The statement, released Thursday, looks at the pros and cons of each type of birth control method and provides healthcare providers with the strategies and tools to help them discuss suitable contraception methods to youth.
“Long-acting reversible contraception is a really effective and safe way to provide contraception,” says Dr. Giosi Di Meglio, member of the CPS Adolescent Health Committee. “In Canada, the only long-acting reversible contraception that we currently have is the intrauterine system (IUS) and the intrauterine devices (IUD), but providers are often under the misperception that they’re not safe to use in teenagers and we’re trying to get the message out that they are safe to use with teenagers.”
According to Di Meglio, this outdated perception dates back to the 1970s where people thought that the intrauterine contraceptives increased the risk of pelvic inflammatory disease, which is actually not the case. They were worried about fertility so they tended to use intrauterine contraception for people who already had completed their families, or felt that the risk of infertility was not a concern to them.
An IUD or IUS is a small, often T-shaped device implanted inside the uterus by a healthcare provider to prevent pregnancy.
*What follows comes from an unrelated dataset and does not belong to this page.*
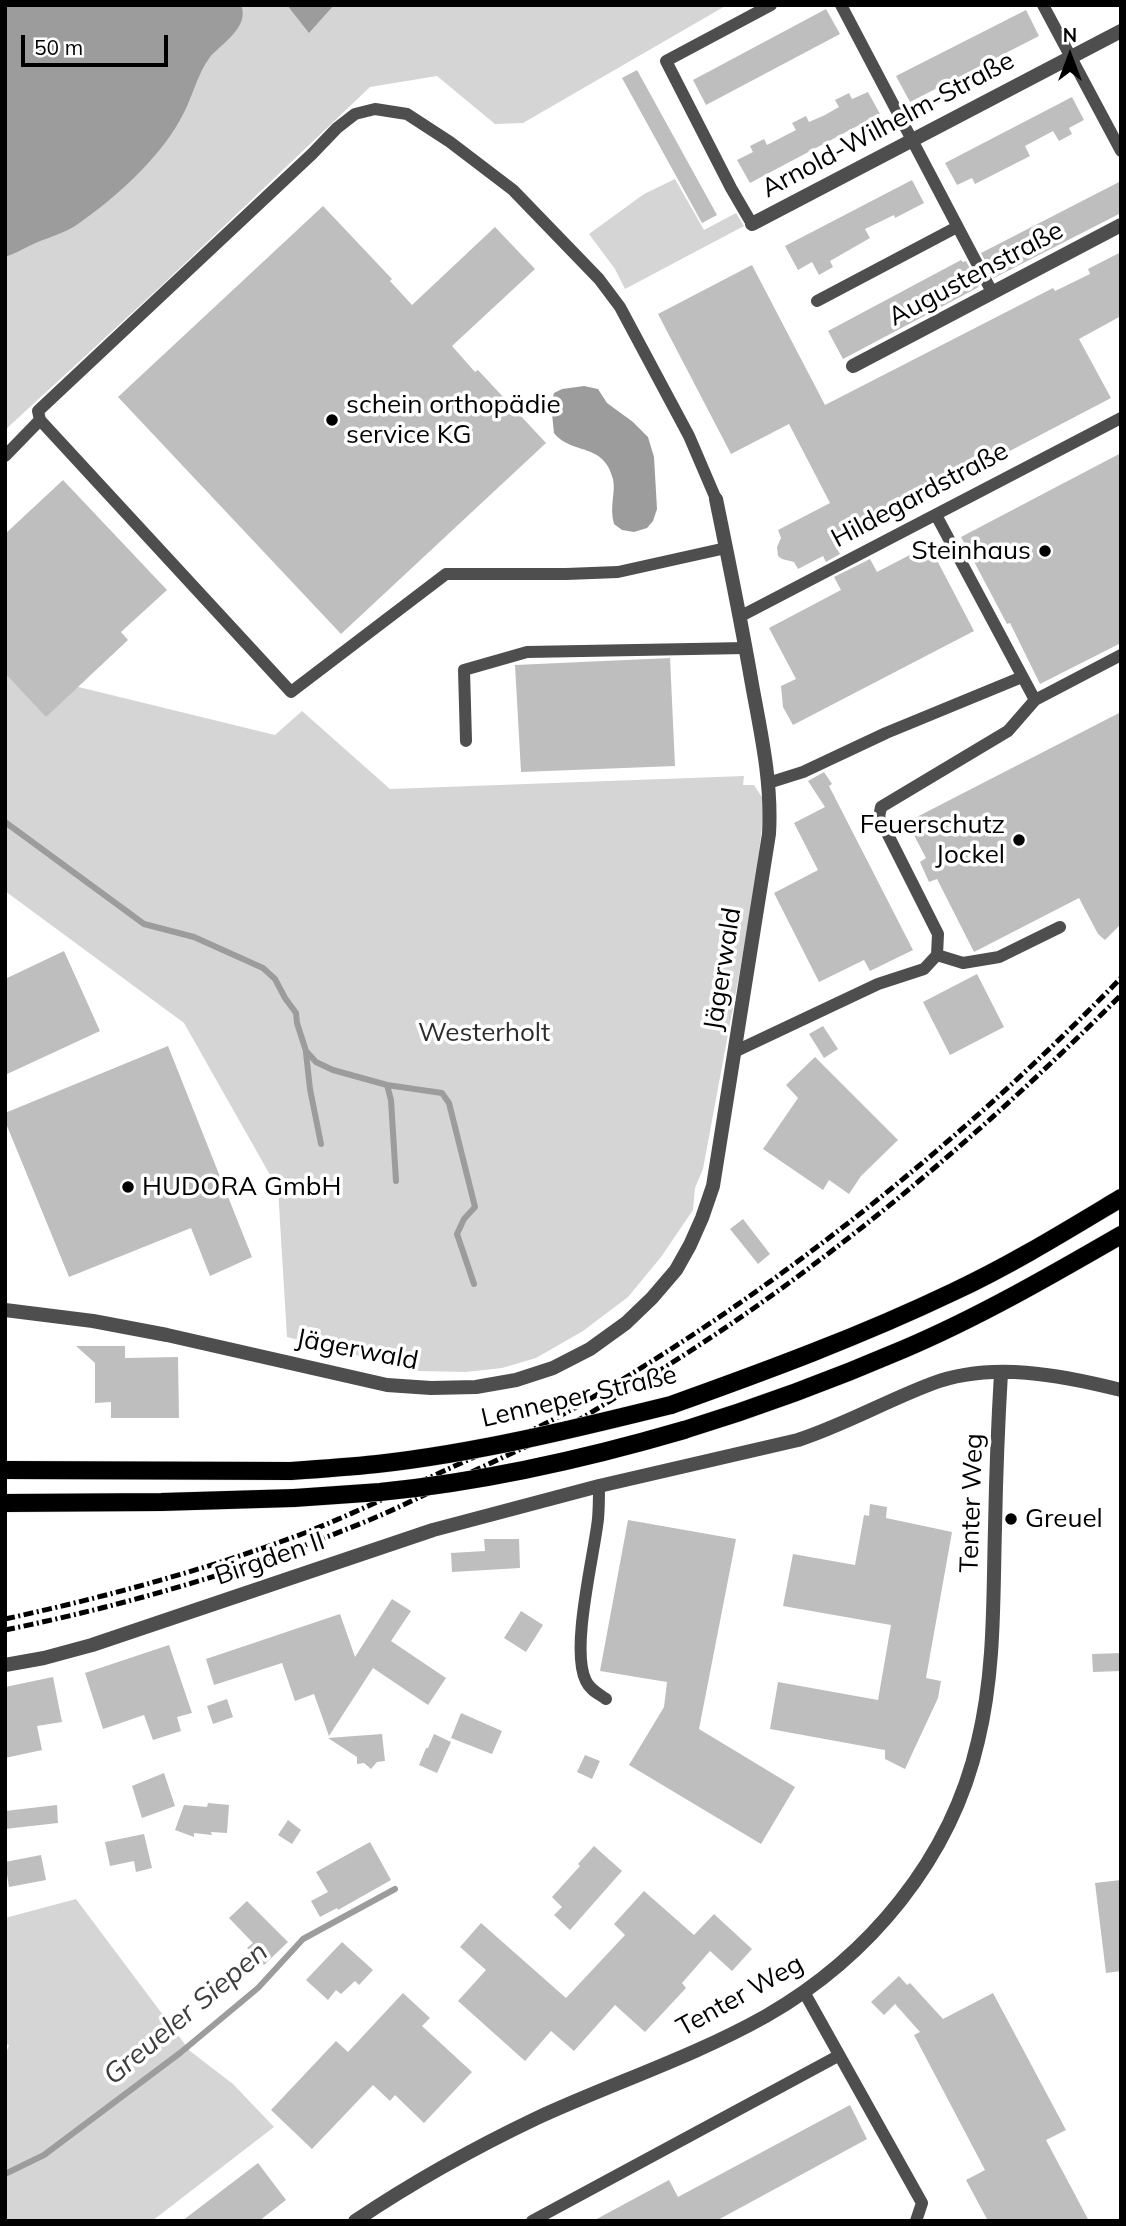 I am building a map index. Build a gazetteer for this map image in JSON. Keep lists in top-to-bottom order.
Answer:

Both methods can stay in place over the course of several years but can be removed at any time by a healthcare provider.
The two methods are more than 99 per cent effect, the CPS says. This is compared to the hormone pills which are 91 per cent effective and condoms which are 82 per cent.
Just like with any method of contraception though, intrauterine methods do come with some potential risks and side effects, but they are often minimal.
If you are allergic to copper, there may be a possibility of an allergic reaction, De Meglio says. However, that is rare.
If you have an untreated pelvic infection, then the device or system may also impact your fertility. This is something physicians will discuss before putting the device or system in and any potential symptoms of an infection will be discussed beforehand.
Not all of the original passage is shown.